A squad car raced past the alleyway, lights flashing but siren off. He jumped and crouched behind the Dumpster, hitting his head on its metal side. He was shivering now from fear and from the cold and from pain. He could barely believe that his life had come to this, that he was squatting in an alley hiding from the police. He tried to think of the moment, the pivot on which his life had turned. He could pinpoint it exactly: when he’d threatened Trevor Rhames and The New Day. But
no. Maybe it was earlier than that. Maybe it was the day he fell in love with Lily Samuels, a girl he’d never seen in the flesh until tonight. If the girl he’d seen had been her at all. If he’d even seen a girl. He couldn’t be sure now; the memory of her felt foggy and indistinct.
He tried to think about his options but the pain in his head was so bad he thought he might be having a stroke. He
wished
he were having a stroke, that he would drop dead right there—then at least he wouldn’t have to deal with the disaster his life had become. What was he supposed to do now?
He’d just wanted to talk to Clifford Stern, wanted to understand why this stranger had implicated him in a crime he didn’t commit. He’d believed he could convince the guy to go to the police with the truth: that The New Day had paid him or threatened him to be an eyewitness. There was no other explanation. But he should have known not to go there, should have known that they’d be waiting. Now the abyss he’d fallen into was deeper and darker than it had been hours earlier, and it had been pretty fucking deep and dark.

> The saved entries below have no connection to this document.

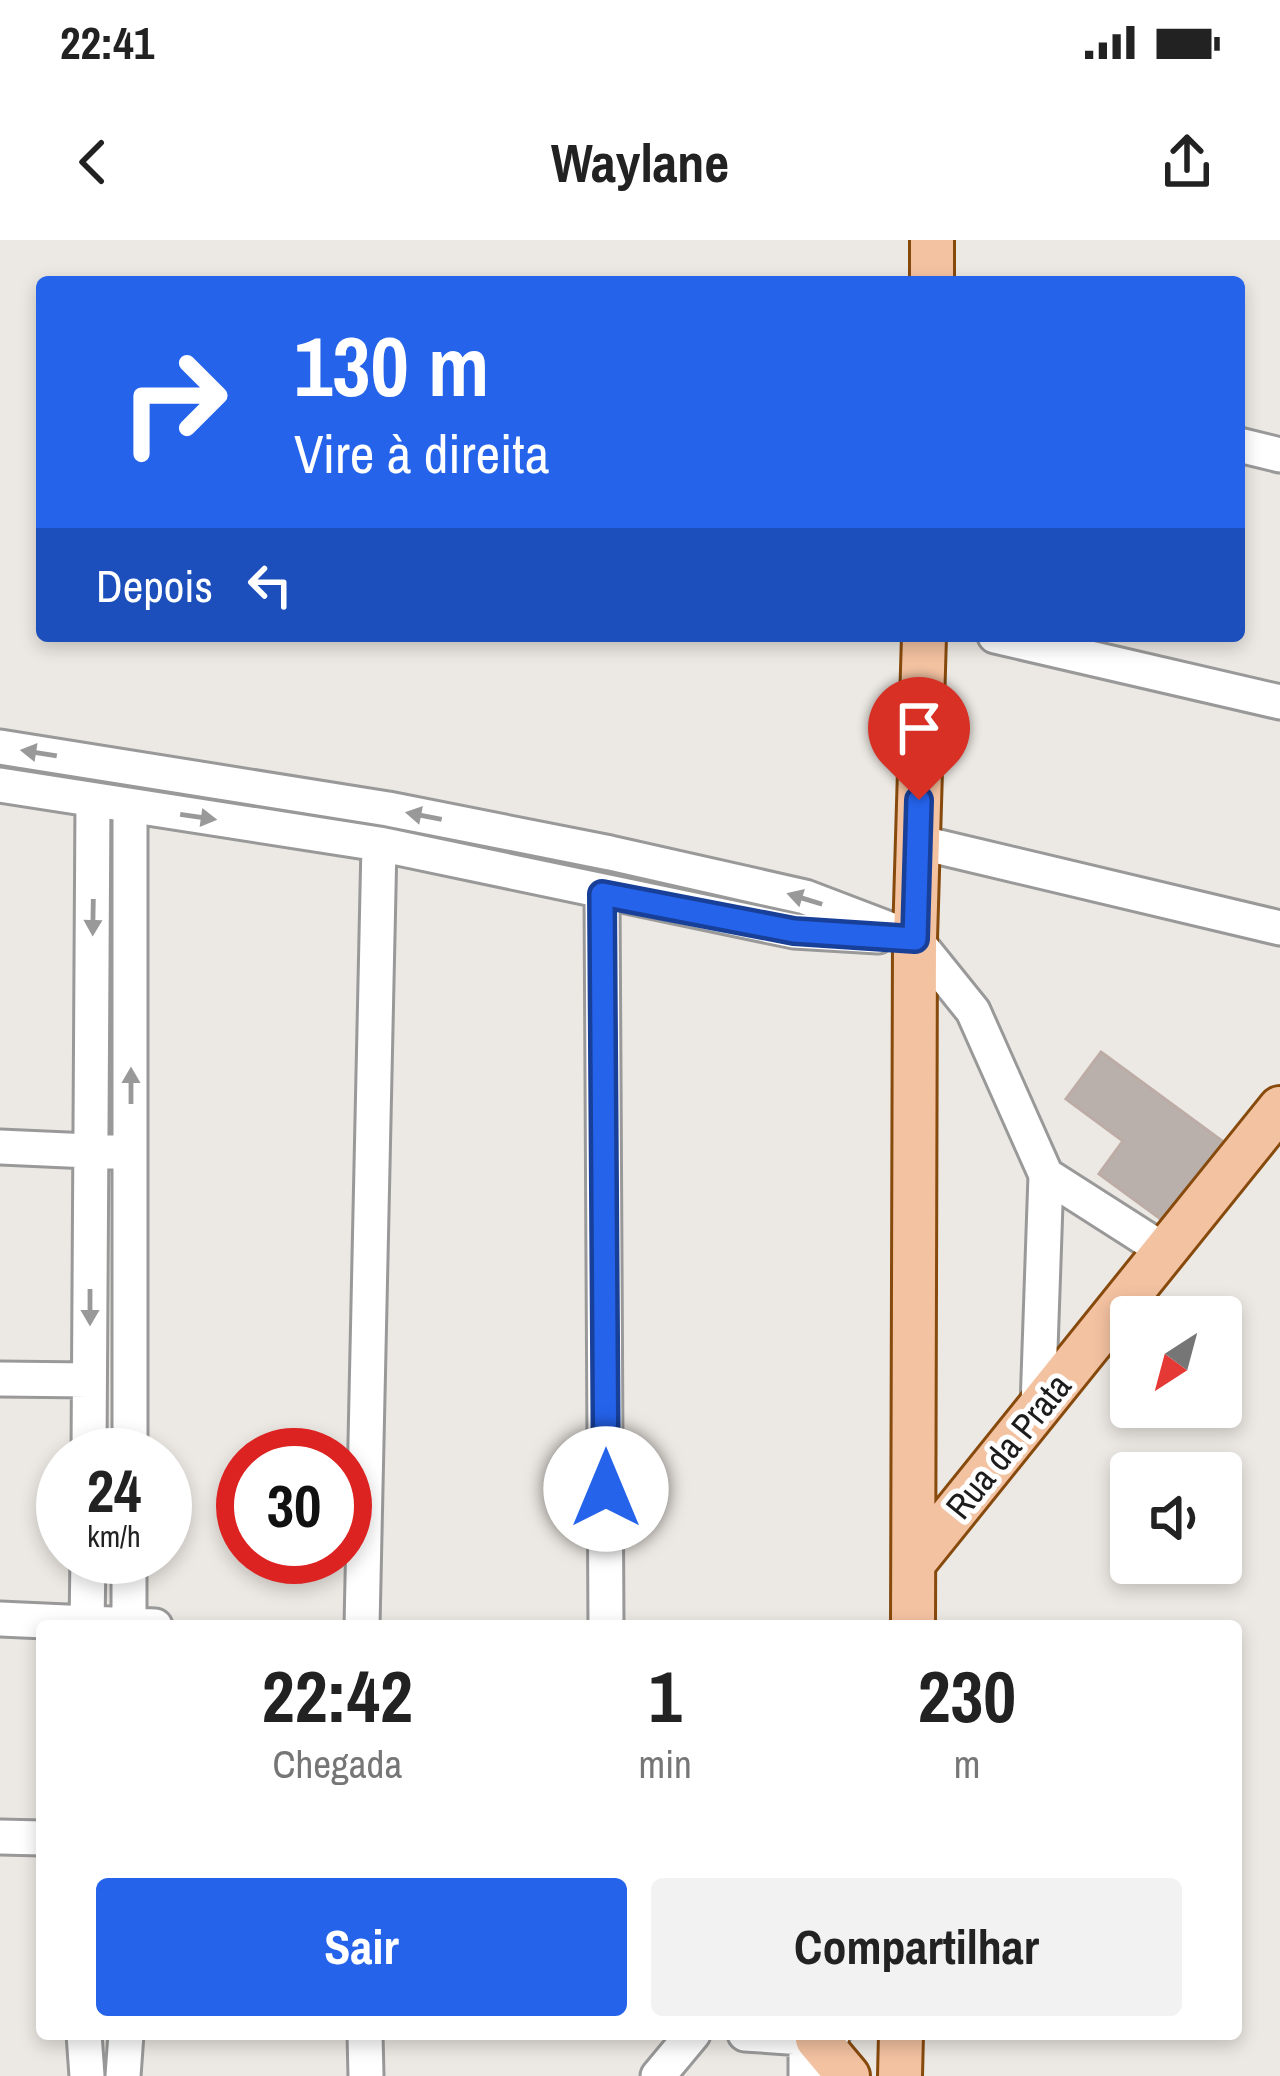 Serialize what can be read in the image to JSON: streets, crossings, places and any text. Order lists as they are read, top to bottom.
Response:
{
  "streets": {
    "main road": ["Rua da Prata"]
  },
  "north": "bottom left",
  "page": {
    "status": "22:41",
    "header": "Waylane",
    "turn": ["130 m", "Vire à direita"],
    "then": "Depois",
    "speed": "24 km/h",
    "limit": "30",
    "eta": [
      "22:42",
      "Chegada",
      "1",
      "min",
      "230",
      "m"
    ],
    "buttons": ["Sair", "Compartilhar"]
  }
}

He had five hundred dollars in cash in his pocket and a five-shot Smith & Wesson. He was a fugitive, wanted now for two murders. Within hours, his face was going to be all over the television, in post offices, airports, bus and train stations. He looked at the cell phone in his pocket. Who could he call? Theo? Jesamyn? Lydia Strong? No. The first thing Bloom would do was subpoena his cell phone records; anyone he called could be accused of aiding and abetting. It struck him strangely, hard to the gut, that he was alone now. He’d been lonely before, maybe for most of his life; he was used to that. But he’d never been
alone
like this, never felt like every connection he had to his life had snapped and he was lofting away into the sky. He could feel himself getting farther and farther away from Earth.
He took a deep shuddering breath, stood. He figured there was only one thing left to do.
Twenty-Four
B
asically, Grimm wanted to use them. Lydia had pretty much figured this the moment he pulled up a chair. Otherwise, rather than sitting and having a friendly little chat about Trevor Rhames and The New Day, he probably would have arrested them. He could easily do that and hold them for as long as he wanted under the Patriot Act.
“We can’t go in there,” Grimm told them. “They’ve got lawyers and political connections up the yin-yang. We’ve been in there before and found nothing.”
“After Rusty Klautz escaped,” said Lydia.
“That’s right.”
“So what makes you think there’s anything there now?” asked Jeffrey.